_EXERCISE BRIEF_
For the data below, please report each line where the word "turn" is found.

Stored data entries
****************************************

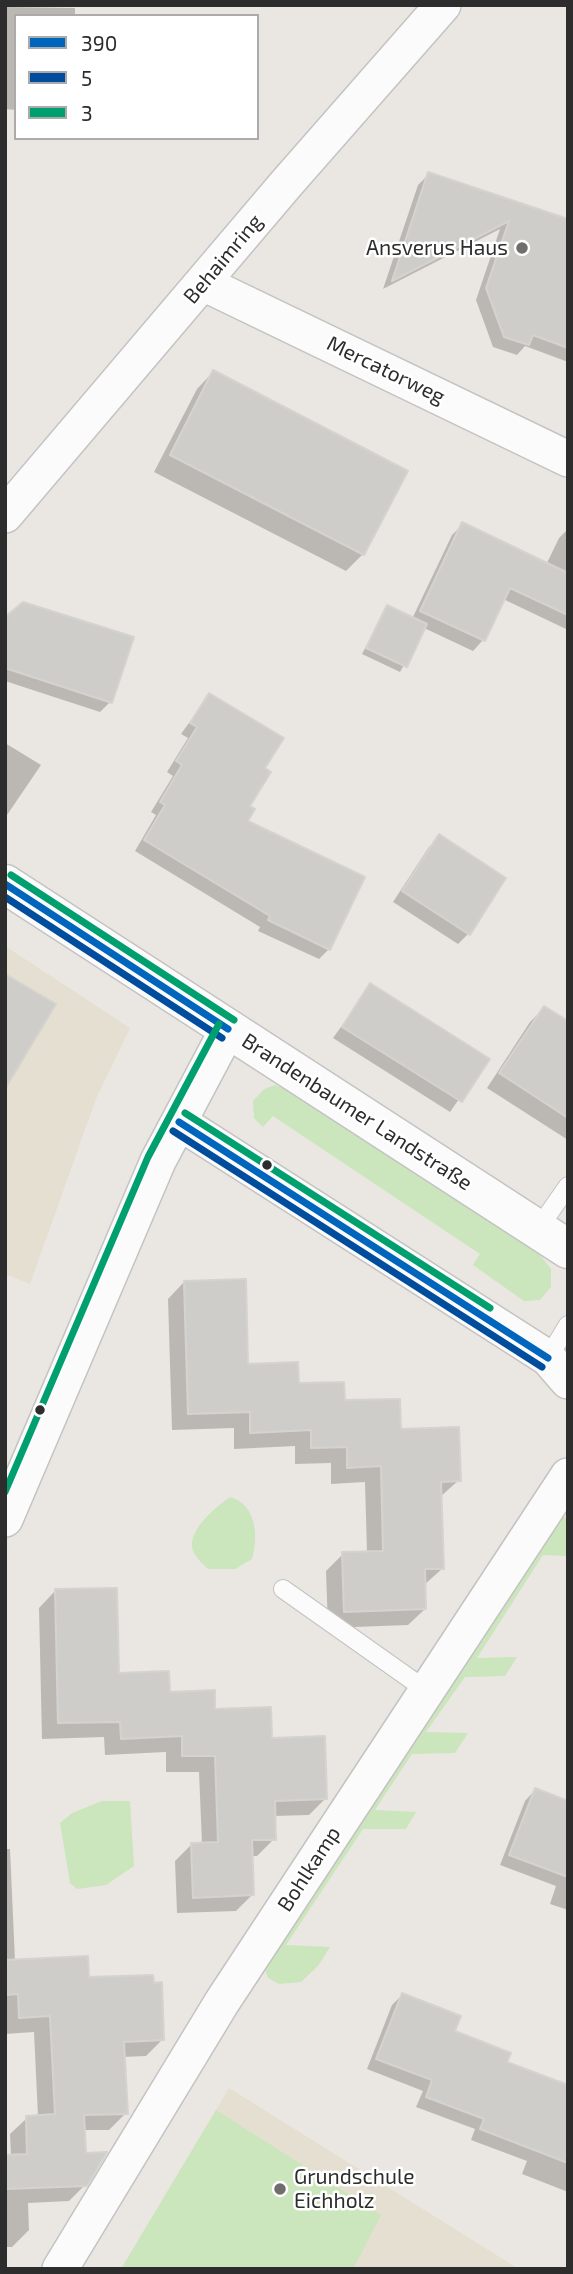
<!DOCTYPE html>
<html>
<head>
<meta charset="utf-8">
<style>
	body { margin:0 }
	#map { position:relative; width:573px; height:2274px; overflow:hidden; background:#eae7e2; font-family:"Exo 2",sans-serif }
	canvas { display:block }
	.frame { position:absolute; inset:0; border:7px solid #2d2d2d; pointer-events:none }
	.legend { position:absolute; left:14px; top:14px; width:245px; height:126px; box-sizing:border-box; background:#fff; border:2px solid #ababab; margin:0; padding:9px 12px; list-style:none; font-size:21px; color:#2d2d2d }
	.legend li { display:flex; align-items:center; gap:14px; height:35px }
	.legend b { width:35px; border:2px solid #ababab }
</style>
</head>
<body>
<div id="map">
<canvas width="573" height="2274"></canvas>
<div class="frame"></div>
<ul class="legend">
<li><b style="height:9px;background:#0065bd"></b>390</li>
<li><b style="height:9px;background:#004d9e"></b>5</li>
<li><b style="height:9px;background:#009f6f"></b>3</li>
</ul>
</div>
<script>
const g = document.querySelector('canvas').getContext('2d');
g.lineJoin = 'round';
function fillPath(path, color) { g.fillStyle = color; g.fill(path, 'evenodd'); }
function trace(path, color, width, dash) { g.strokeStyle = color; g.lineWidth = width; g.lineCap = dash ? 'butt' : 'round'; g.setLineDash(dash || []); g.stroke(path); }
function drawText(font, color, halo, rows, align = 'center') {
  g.font = font + ' "Exo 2",sans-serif'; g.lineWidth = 5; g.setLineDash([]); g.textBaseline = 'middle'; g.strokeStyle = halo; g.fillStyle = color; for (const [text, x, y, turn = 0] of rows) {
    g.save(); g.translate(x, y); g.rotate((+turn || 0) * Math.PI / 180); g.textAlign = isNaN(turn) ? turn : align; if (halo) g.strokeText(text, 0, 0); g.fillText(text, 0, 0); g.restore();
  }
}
fillPath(new Path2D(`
	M 5,946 L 130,1028 L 96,1099 L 30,1284 L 5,1274 Z
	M 229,2088 L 519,2269 L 121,2269 Z`), '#e5dfd1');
fillPath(new Path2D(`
	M 275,1085 L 289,1090 L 540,1255 L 551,1269 L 551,1287 L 540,1300 L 524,1301 L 473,1265 L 480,1254 L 273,1116 L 263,1127 L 254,1118 L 253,1101 L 264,1089 Z
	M 230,1497 C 256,1504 259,1536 252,1559 L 235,1569 L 208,1569 C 203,1564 196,1558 193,1551 C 186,1531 216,1507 230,1497 Z
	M 560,1517 L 568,1518 L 568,1556 L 543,1555 L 477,1658 L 517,1657 L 505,1676 L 465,1677 L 426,1732 L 468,1733 L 455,1753 L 412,1754 L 375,1810 L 416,1812 L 406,1829 L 363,1829 L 286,1945 L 330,1947 L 318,1966 L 301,1982 L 279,1984 L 268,1978 L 263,1964 Z
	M 102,1801 L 130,1801 L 134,1866 L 106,1885 L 77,1889 L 70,1883 L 60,1823 L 72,1813 Z
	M 216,2110 L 381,2215 L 353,2269 L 121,2269 Z`), '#cbe5bc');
fillPath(new Path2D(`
	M 5,7 L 75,8 L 75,16 L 16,16 L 16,110 L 5,109 Z
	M 429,174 L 568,220 L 568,362 L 525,346 L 517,355 L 493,347 L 476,300 L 500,229 L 383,289 L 418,185 Z
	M 213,372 L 363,554 L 346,571 L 154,472 L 197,389 Z
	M 462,525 L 546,565 L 559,538 L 568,529 L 568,630 L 503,599 L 483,640 L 473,651 L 424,628 L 400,672 L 362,654 L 387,607 L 412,619 L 452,535 Z
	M 5,620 L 110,702 L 100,712 L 5,681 Z
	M 209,695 L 263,769 L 247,807 L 245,822 L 329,949 L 319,959 L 258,931 L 260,927 L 135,851 L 156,815 L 151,812 L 173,776 L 167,772 L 188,738 L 181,734 Z
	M 5,743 L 41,765 L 5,818 Z
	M 439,837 L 469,933 L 458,944 L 393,902 L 429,847 Z
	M 371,985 L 487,1059 L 450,1112 L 333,1038 Z
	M 544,1008 L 568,1024 L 568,1140 L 487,1088 L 530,1022 Z
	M 184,1282 L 247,1366 L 343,1402 L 399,1431 L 459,1480 L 440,1497 L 443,1568 L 424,1585 L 425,1609 L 408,1625 L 328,1628 L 326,1571 L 343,1554 L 367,1553 L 365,1482 L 331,1484 L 331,1463 L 295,1464 L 295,1446 L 234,1449 L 234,1428 L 172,1430 L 168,1299 Z
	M 55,1591 L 117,1674 L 214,1711 L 270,1740 L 326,1798 L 309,1815 L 273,1816 L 274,1839 L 257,1856 L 251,1856 L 252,1895 L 236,1911 L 177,1913 L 175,1861 L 192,1844 L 202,1844 L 199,1772 L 166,1772 L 166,1752 L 105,1755 L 104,1737 L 42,1739 L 39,1608 Z
	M 535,1790 L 568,1803 L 568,1910 L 550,1904 L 556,1886 L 500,1865 L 525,1801 Z
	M 5,1849 L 10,1849 L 15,1961 L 88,1978 L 163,2039 L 146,2056 L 123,2057 L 126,2113 L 109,2130 L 83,2130 L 86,2184 L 69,2201 L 28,2203 L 29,2230 L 12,2247 L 5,2247 L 5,2157 L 11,2156 L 10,2134 L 27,2118 L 38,2117 L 34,2032 L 5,2034 Z
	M 402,1995 L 453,2032 L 568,2104 L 568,2192 L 522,2174 L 527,2161 L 471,2140 L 475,2129 L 416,2107 L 423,2091 L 367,2069 L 392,2005 Z`), '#0003');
const building = new Path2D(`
	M 428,172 L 568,219 L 568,348 L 533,335 L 529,345 L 504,337 L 486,288 L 509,221 L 392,281 Z
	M 213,370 L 408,471 L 364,555 L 170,455 Z
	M 462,522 L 568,573 L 568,615 L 510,588 L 485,641 L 420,611 Z
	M 23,602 L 134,637 L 112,703 L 5,668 L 5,617 Z
	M 387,605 L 427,624 L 407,667 L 366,648 Z
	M 209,693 L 284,738 L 265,768 L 271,772 L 250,806 L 255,809 L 248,821 L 365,877 L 330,950 L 268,920 L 270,916 L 144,840 L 165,805 L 160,802 L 182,765 L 176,761 L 197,727 L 190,723 Z
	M 439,834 L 506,878 L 470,935 L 402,891 Z
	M 5,974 L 56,1004 L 5,1089 Z
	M 370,983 L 490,1059 L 462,1102 L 342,1027 Z
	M 544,1006 L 568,1021 L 568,1118 L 499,1073 Z
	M 246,1279 L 248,1364 L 298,1362 L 299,1383 L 344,1382 L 345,1400 L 400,1399 L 401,1429 L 459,1427 L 461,1481 L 441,1482 L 444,1569 L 425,1569 L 426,1609 L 344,1612 L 342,1552 L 383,1551 L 381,1466 L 347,1468 L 347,1447 L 311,1448 L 311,1430 L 250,1433 L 250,1412 L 188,1414 L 184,1281 Z
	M 117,1588 L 119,1673 L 169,1671 L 170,1692 L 215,1690 L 215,1709 L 271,1707 L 272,1738 L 325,1736 L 327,1799 L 275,1801 L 276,1840 L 252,1840 L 254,1895 L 193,1898 L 191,1843 L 218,1842 L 215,1756 L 182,1756 L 182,1736 L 121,1739 L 120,1722 L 58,1723 L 55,1589 Z
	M 535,1788 L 568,1801 L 568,1877 L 509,1855 Z
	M 88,1956 L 89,1977 L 153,1975 L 154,1983 L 162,1982 L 164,2040 L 124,2042 L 128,2114 L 84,2115 L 86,2153 L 107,2152 L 87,2186 L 5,2189 L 5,2155 L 27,2154 L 26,2116 L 55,2114 L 50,2016 L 19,2018 L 18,1994 L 5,1995 L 5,1960 Z
	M 402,1993 L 461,2016 L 455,2031 L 511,2053 L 507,2062 L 568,2085 L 568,2163 L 480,2129 L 484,2119 L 426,2097 L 432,2080 L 376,2059 Z`);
fillPath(building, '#cfcdc9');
trace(building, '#d5d3cf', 2);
const lane = new Path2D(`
	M 538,1229 L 568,1186
	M 548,1358 L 568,1325
	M 283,1589 L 426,1690`);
const street = new Path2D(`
	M 203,283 L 568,459
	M 5,515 L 286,184 L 443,5
	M 179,1122 L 548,1358 L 568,1381
	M 5,1519 L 158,1161 L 228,1029
	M 60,2269 L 222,2002 L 568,1476`);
const secondary = new Path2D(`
	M 5,884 L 568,1249`);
trace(lane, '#c4c3c3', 20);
trace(street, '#c4c3c3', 38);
trace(secondary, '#c4c3c3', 41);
trace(lane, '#fcfbfb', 18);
trace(street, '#fcfbfb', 35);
trace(secondary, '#fcfbfb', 38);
trace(new Path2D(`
	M 5,884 L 228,1029
	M 179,1122 L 548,1358`), '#0065bd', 7);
trace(new Path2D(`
	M 5,897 L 222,1038
	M 173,1131 L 542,1367`), '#004d9e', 7);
trace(new Path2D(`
	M 11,875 L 234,1020
	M 185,1113 L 490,1308
	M 5,1492 L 148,1157 L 219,1024`), '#009f6f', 7);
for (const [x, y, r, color] of [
	[522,248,7,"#6f6e6c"],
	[267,1165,6,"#2d2d2d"],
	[40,1410,6,"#2d2d2d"],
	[280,2189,7,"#6f6e6c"]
]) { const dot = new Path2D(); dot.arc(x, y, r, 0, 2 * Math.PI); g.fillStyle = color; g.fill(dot); trace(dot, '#fff', 2.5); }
drawText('21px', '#2d2d2d', '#fff', [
	["Ansverus Haus",508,248],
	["Grundschule",294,2177,"left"],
	["Eichholz",294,2201,"left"]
], 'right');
drawText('21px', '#2d2d2d', '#fff', [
	["Behaimring",223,259,-50],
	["Mercatorweg",386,370,26],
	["Brandenbaumer Landstraße",357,1112,33],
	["Bohlkamp",309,1869,-57]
]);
</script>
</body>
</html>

****************************************

_REPLY TO THE TASK_
  g.font = font + ' "Exo 2",sans-serif'; g.lineWidth = 5; g.setLineDash([]); g.textBaseline = 'middle'; g.strokeStyle = halo; g.fillStyle = color; for (const [text, x, y, turn = 0] of rows) {
    g.save(); g.translate(x, y); g.rotate((+turn || 0) * Math.PI / 180); g.textAlign = isNaN(turn) ? turn : align; if (halo) g.strokeText(text, 0, 0); g.fillText(text, 0, 0); g.restore();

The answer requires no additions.